This week started off CHILLY with a low in the 30s overnight here in Everson on Sunday night and a slight dew frost on the grass this Monday morning on parts of the farm. Autumn is surely here and the harvests prove that to be the case – we’ll be busy picking apples and pears this week, and even harvesting some quince and kiwi berries as well. We’re also just beginning to prep for the end of the season – removing and rolling up nets for storage as we finish harvests on apple/pear/grape rows, cleaning up drops in the understory, and getting in a few last rounds of mowing and weedwhacking before the wet and cold comes for good.
Fruit/Bud/Tree Development
- As leaves start to turn and drop on grape vines, obvious differences in health of the vines become very apparent and we can see a marked difference in our vines based on soil type – the Lynden Blue vines planted on soil fill brought in after the pipeline dig many years ago drop their leaves earliest as compared to the same variety vines just 20 feet down the row where the topsoil was left undisturbed.
- Speaking of Lynden Blue, we may eek out a very small last pick on Lynden Blue this year of the berries we left from earlier that weren’t yet ripened (we had berries at all stages this year due to wind damage on canes early and uneven flowering).

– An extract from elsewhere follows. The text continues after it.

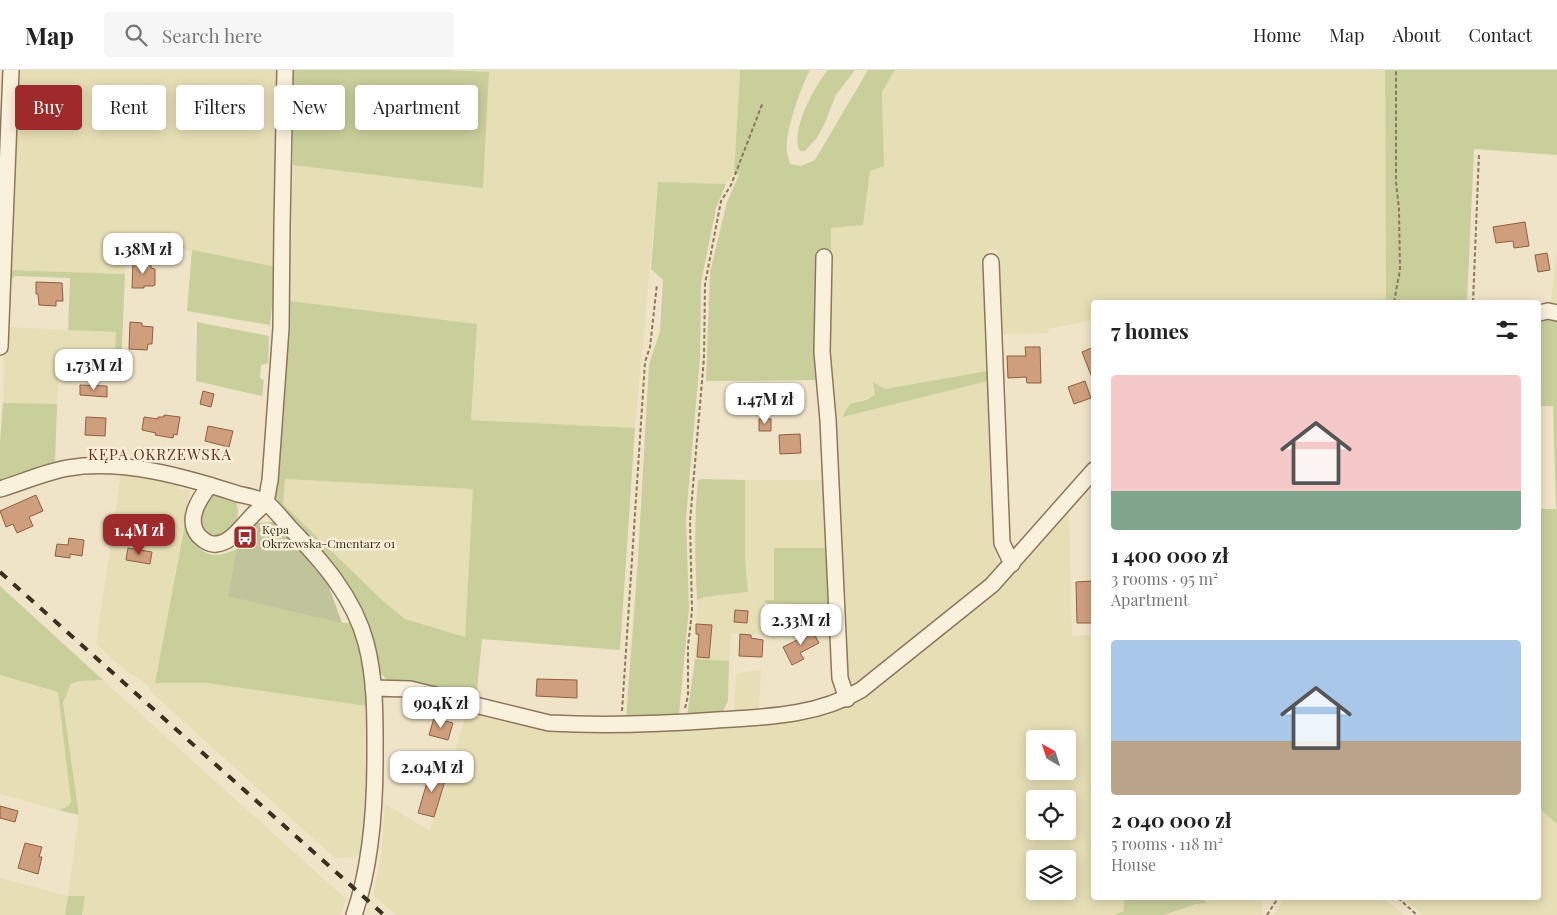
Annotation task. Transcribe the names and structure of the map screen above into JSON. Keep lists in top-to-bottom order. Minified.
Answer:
{"districts":["KĘPA OKRZEWSKA"],"places":{"bus stop":["Kępa Okrzewska-Cmentarz 01"]},"north":"top left","page":{"header":"Map","search":"Search here","nav":["Home","Map","About","Contact"],"chip":["Buy","Rent","Filters","New","Apartment"],"price":["1.38M zł","1.73M zł","1.47M zł","1.4M zł","2.33M zł","904K zł","2.04M zł"],"heading":"7 homes","list":[{"name":"1 400 000 zł","note":"3 rooms · 95 m² · Apartment"},{"name":"2 040 000 zł","note":"5 rooms · 118 m² · House"}]}}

A beautiful Crimson Crisp apple.
Apple and pear varieties ready for ripeness testing…
Pest & Disease
- We had an excellent harvest and pack-out on Crimson Crisp apples this year. The combination of a scab-immune variety, plus being under nets this season and thus preventing apple maggot damage meant we had a roughly 85-90% pack-out rate, which is very promising.
- We will be cutting down a few trees and vines in the coming weeks that have partially succumbed to crown rot/borers/fungal pressure. After 5 season here and observing different table grape varieties, I’m also feeling ready to pull the plug on a few grape variety trials that just haven’t produced well – Saturn, Joy, Hope, Gratitude, Glenora, Neptune, and Mars are all potentials for the chopping block after this season.
What’s Ripe?
- This week we’re harvesting: apples (Crimson Gold, Ashmead’s Kernel, Cosmic Crisp, Spartan, Creston, Fiesta, Honeycrisp, Grimes Golden, etc.), pears (Chojuro, Abbe Fetel, Conference, Comice, Armida), kiwi berries, and the first quince.
I would like information about the nets you used when you wrote: “plus being under nets this season and thus preventing apple maggot damage”. My apples in Sedro-Woolley have suffered from apple maggots for several years, forcing me to wrap nylon booties around the apples I wanted to save. My dwarf Honeycrisp would be a good candidate for a net.
This was the first season we have used insect netting for codling moth and apple maggot control on pome fruits in our orchards. We used DrapeNets Hail Nets, which is often referred to as insect netting, or bee netting. Cloud Mountain does sell custom lengths of the commercial bug netting for pickup. Make sure you put the netting up after bloom so pollination can occur. It is easiest to apply and remove the netting to trees trained as a fruiting wall, or to build a structure to support the nets.